## About this exercise
Lines containing the word "Math" are the ones to copy from the records below.

[Stored items]
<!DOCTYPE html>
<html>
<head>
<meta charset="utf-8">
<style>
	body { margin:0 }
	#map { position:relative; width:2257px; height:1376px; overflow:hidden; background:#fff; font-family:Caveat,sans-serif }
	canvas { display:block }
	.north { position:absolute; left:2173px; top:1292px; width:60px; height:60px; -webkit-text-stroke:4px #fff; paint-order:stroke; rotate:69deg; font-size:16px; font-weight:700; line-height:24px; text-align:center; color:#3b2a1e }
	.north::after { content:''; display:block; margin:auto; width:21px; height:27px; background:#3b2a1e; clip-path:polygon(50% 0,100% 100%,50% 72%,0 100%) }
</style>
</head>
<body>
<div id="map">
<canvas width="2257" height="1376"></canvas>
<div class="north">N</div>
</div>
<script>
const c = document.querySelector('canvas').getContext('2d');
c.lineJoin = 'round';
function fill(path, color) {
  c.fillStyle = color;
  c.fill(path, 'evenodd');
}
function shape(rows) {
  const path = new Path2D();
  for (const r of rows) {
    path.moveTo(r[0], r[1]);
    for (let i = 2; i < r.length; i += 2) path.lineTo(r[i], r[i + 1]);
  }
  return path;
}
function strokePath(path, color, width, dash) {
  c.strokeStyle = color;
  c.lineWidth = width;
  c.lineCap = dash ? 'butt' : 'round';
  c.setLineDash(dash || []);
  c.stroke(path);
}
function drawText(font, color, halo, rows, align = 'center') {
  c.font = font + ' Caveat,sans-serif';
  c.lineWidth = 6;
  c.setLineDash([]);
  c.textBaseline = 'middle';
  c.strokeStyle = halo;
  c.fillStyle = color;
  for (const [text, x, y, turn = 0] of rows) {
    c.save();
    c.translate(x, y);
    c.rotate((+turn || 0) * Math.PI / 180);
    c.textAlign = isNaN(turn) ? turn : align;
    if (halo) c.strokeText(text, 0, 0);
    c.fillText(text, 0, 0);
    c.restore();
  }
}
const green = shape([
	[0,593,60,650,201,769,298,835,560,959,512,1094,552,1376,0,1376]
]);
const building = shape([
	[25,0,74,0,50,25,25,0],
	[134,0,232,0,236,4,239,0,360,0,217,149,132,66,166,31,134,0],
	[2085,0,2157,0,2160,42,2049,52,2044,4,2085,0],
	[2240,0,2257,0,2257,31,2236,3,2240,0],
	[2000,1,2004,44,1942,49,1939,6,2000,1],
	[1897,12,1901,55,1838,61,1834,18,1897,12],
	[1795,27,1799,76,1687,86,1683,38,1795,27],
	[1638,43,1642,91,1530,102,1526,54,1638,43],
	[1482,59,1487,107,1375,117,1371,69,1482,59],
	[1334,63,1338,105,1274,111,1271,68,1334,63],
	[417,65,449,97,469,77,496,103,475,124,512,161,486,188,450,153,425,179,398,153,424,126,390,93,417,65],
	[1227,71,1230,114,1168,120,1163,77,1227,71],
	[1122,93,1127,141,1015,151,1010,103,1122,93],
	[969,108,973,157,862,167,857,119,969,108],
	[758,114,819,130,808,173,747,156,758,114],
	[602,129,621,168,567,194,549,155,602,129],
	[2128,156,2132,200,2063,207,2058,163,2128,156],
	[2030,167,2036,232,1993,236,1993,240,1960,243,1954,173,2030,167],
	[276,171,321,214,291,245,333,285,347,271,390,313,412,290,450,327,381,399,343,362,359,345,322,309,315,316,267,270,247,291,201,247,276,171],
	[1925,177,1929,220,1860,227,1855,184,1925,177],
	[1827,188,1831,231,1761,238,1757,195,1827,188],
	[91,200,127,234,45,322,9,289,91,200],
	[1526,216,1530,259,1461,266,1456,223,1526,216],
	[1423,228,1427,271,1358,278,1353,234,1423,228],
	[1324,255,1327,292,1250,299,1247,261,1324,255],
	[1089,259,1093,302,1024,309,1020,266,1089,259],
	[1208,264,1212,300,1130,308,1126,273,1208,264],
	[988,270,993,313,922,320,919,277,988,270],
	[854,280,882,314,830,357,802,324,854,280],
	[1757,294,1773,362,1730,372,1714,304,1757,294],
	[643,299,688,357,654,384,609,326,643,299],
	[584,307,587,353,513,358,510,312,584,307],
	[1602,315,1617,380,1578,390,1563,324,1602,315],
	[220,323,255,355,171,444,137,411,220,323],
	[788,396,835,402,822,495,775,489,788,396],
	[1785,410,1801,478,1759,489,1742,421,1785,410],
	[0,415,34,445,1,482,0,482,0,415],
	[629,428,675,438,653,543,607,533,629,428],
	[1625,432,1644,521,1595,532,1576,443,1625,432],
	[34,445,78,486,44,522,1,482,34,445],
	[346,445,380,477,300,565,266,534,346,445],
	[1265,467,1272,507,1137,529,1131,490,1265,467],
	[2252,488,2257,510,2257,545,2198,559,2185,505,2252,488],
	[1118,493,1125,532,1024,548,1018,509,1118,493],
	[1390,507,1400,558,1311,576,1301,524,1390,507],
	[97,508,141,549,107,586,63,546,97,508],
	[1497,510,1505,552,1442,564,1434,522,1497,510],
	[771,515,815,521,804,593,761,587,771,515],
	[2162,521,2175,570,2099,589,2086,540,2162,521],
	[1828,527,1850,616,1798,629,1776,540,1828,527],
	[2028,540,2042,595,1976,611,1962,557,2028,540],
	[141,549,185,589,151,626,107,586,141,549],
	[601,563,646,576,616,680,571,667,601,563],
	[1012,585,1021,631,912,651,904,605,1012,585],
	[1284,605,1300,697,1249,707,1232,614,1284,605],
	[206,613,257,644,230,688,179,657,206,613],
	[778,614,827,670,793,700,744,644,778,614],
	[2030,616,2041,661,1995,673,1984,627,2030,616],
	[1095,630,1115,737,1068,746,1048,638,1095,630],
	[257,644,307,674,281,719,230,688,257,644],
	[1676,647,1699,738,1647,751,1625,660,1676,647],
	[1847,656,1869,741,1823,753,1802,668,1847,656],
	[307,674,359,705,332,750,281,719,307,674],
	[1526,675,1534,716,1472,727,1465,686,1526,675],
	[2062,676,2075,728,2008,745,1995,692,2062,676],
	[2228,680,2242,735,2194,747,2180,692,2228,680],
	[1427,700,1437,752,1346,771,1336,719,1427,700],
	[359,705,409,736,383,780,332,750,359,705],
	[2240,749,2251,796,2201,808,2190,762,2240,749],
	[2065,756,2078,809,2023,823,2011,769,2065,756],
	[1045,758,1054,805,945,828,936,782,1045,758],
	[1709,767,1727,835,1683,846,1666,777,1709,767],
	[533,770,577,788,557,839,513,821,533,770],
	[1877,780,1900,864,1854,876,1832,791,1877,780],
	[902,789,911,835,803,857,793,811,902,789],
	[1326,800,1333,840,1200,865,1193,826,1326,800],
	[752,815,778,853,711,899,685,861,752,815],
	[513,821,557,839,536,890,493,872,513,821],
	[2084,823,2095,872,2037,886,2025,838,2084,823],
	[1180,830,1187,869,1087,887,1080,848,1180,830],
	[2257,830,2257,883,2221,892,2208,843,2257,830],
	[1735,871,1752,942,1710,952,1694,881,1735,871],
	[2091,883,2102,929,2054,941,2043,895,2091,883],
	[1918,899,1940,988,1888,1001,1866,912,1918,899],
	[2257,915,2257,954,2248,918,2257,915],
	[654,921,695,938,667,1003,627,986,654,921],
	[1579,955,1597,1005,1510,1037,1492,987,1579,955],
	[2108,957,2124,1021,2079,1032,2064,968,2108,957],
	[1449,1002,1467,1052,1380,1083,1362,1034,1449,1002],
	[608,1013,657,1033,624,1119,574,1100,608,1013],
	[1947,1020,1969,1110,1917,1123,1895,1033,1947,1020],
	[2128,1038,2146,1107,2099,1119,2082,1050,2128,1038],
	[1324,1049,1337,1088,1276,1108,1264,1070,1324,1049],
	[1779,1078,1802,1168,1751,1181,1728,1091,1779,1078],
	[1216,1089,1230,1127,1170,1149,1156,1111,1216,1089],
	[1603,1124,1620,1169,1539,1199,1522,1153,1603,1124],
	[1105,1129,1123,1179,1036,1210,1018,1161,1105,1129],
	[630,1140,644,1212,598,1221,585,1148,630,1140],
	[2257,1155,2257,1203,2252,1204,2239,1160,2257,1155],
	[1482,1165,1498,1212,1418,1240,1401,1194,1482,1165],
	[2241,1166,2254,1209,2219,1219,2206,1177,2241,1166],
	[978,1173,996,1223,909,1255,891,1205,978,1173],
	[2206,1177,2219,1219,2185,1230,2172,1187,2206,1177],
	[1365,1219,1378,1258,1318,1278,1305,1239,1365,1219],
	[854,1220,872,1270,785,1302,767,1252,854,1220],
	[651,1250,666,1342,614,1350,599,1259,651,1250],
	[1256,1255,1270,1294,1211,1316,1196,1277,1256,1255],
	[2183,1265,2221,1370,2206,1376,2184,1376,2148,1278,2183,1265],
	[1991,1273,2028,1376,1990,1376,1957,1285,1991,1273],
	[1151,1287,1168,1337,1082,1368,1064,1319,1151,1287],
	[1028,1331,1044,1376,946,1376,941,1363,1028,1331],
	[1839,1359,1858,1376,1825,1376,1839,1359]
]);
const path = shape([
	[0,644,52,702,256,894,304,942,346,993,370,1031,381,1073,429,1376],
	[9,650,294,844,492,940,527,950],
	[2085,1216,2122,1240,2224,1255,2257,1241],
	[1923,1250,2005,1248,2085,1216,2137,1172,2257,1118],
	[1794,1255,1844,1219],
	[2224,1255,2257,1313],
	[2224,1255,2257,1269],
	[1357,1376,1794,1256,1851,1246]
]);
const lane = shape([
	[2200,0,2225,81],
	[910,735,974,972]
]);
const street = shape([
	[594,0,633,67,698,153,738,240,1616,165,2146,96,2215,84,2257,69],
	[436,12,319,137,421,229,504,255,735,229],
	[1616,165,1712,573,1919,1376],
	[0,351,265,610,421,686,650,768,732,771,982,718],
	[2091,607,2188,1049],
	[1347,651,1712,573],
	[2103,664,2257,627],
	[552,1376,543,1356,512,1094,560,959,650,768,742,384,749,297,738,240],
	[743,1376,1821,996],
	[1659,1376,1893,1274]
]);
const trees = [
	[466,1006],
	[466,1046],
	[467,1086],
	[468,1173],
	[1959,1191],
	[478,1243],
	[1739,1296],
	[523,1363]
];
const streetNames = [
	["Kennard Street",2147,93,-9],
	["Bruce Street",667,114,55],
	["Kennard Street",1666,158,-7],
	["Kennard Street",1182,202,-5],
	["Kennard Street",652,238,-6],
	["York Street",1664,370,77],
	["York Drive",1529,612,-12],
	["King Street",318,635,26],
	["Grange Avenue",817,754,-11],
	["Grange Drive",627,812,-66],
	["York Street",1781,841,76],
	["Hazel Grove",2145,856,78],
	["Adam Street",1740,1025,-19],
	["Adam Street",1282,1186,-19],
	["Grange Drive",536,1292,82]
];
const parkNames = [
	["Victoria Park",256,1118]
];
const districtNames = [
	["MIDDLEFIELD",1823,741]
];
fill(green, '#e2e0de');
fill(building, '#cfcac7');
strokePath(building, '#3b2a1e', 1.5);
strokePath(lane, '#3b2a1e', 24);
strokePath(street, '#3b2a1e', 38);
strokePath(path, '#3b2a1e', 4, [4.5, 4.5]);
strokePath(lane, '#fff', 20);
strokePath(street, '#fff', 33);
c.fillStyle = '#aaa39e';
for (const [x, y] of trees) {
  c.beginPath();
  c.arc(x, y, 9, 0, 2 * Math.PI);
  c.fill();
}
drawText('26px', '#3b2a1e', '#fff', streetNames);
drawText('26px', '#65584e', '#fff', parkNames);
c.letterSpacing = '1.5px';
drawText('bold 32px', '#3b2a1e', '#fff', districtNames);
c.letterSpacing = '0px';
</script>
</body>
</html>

## Solved problem
    c.rotate((+turn || 0) * Math.PI / 180);
  c.arc(x, y, 9, 0, 2 * Math.PI);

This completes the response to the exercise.